- **What you should do**:
Every line in the records below with the string "water" needs to be copied out.

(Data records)
▼▼▼

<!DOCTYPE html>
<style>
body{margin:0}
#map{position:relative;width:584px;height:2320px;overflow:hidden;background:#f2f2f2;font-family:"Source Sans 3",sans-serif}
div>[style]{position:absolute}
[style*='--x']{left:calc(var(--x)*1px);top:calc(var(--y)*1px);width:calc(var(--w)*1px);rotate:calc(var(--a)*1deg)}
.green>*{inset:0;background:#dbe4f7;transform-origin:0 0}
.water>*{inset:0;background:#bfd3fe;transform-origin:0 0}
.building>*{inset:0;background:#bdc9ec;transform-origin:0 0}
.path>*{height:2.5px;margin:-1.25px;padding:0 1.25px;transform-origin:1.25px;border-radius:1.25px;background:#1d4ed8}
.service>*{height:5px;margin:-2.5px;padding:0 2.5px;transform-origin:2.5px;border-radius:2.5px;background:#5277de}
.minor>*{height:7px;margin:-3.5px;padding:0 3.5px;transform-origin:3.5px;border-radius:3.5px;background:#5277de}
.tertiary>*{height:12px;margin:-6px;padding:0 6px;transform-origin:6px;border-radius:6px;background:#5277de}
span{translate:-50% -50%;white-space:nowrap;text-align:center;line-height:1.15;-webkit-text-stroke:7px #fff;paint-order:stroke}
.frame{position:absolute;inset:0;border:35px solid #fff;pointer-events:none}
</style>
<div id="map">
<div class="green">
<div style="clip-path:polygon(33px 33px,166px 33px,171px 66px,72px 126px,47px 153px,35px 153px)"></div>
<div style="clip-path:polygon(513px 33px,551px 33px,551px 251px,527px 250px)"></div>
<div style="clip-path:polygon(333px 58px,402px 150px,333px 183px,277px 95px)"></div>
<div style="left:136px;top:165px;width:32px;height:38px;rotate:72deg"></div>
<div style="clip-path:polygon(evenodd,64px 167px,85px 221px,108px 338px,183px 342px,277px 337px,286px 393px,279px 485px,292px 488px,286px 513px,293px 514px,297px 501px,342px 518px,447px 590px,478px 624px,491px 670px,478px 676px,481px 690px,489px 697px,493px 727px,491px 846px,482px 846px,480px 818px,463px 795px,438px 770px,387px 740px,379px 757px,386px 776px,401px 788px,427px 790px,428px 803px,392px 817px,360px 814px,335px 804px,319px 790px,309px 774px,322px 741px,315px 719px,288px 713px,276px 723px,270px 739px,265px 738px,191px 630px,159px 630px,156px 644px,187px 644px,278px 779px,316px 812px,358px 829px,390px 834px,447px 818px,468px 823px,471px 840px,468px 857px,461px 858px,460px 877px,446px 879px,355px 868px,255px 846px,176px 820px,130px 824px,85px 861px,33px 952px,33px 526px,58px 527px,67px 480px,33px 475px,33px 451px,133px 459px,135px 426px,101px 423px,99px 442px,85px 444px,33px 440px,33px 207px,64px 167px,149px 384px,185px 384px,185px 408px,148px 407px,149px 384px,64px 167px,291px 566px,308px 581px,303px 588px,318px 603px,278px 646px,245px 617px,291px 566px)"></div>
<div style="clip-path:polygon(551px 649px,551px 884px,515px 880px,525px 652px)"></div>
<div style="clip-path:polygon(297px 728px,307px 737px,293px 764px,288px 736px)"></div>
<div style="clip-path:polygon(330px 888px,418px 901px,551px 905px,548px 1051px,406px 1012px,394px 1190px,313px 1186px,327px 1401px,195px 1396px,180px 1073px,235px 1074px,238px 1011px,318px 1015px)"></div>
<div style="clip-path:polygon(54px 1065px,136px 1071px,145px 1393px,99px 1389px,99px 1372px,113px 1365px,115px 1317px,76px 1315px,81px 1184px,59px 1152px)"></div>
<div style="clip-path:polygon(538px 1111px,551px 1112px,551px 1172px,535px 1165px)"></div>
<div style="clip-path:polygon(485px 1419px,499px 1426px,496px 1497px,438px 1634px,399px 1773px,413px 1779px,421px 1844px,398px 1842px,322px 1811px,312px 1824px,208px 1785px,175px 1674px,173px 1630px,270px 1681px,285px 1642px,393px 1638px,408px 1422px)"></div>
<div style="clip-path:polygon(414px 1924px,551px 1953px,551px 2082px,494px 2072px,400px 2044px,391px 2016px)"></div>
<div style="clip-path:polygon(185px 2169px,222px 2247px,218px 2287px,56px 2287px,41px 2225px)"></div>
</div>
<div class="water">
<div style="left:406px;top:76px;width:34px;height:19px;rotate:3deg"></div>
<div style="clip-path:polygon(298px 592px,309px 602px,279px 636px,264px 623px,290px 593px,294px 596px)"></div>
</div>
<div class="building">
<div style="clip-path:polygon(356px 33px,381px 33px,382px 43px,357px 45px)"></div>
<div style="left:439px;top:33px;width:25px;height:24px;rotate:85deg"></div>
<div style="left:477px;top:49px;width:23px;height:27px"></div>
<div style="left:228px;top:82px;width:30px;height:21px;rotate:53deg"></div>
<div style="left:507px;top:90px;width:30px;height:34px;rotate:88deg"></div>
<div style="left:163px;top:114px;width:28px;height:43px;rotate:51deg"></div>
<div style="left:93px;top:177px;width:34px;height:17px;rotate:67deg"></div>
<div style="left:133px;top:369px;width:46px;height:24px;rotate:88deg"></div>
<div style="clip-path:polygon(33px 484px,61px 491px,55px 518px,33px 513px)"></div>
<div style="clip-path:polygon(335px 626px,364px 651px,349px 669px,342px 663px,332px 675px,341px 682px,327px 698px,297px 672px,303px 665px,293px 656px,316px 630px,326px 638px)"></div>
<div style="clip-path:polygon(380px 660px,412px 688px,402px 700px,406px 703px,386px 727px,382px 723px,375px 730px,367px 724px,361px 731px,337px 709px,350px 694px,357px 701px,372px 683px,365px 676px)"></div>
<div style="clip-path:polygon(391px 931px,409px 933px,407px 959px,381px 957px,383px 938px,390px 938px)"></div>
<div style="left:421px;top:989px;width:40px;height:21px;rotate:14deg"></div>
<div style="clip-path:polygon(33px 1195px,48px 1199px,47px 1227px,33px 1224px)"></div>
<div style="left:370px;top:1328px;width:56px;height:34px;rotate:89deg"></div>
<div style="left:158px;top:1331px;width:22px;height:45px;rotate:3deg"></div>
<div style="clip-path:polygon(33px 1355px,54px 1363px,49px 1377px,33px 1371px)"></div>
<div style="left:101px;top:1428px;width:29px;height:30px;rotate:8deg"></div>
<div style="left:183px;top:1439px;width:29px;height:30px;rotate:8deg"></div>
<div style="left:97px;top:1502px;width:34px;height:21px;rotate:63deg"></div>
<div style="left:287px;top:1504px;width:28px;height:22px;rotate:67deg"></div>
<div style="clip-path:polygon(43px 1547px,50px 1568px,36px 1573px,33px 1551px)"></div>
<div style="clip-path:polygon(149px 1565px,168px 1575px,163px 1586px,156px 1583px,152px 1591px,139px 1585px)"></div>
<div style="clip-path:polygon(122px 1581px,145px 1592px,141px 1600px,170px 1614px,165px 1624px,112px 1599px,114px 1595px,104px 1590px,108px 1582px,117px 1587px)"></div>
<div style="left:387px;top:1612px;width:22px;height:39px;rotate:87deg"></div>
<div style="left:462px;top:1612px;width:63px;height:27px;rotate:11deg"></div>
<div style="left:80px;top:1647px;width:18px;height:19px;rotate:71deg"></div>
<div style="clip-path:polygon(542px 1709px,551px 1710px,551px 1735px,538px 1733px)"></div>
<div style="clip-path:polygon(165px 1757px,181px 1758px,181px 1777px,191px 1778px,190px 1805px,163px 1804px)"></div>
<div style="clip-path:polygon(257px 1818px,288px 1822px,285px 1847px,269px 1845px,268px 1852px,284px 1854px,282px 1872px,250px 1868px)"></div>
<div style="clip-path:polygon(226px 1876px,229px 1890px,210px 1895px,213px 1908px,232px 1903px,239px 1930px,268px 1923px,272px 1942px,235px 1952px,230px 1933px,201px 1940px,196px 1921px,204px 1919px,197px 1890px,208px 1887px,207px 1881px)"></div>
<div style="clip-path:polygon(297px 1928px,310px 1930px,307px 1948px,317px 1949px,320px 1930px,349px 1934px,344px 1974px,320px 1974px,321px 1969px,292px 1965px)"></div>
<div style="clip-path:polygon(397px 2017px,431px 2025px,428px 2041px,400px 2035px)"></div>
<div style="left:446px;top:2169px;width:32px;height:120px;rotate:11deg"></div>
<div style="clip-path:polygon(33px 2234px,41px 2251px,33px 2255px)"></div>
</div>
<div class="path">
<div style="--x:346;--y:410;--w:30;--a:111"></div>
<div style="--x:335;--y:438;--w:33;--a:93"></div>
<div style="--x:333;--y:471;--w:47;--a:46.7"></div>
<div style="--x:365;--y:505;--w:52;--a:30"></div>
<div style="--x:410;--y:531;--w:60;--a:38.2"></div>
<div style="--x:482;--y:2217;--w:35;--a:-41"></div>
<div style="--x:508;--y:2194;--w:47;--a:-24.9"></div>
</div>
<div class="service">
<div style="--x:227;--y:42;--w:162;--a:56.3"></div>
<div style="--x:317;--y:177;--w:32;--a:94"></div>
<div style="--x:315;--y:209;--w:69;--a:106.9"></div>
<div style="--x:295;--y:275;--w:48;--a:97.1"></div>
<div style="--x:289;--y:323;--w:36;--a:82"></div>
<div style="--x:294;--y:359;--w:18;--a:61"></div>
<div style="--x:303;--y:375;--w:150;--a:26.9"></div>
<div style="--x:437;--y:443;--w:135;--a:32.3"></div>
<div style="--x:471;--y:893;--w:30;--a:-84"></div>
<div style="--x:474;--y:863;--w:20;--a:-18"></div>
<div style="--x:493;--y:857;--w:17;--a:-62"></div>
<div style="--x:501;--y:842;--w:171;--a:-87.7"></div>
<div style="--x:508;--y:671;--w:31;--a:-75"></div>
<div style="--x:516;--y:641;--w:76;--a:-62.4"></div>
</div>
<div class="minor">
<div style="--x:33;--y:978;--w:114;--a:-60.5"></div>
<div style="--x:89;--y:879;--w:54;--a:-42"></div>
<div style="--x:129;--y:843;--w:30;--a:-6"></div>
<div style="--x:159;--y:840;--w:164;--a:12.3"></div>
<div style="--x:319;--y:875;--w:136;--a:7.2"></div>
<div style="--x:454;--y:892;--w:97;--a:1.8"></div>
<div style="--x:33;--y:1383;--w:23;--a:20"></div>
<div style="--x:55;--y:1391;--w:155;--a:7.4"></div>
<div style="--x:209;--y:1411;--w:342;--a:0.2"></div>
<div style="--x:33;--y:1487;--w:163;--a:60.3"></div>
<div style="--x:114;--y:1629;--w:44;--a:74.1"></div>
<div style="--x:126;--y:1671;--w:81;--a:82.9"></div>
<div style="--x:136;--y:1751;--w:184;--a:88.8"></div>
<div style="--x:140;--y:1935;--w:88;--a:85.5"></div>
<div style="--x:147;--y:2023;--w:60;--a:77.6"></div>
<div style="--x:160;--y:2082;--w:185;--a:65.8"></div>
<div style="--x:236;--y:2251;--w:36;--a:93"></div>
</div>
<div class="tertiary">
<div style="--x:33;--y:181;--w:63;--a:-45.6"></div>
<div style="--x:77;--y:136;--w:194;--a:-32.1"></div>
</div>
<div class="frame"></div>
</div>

▲▲▲

- **Output for this task**:
.water>*{inset:0;background:#bfd3fe;transform-origin:0 0}
<div class="water">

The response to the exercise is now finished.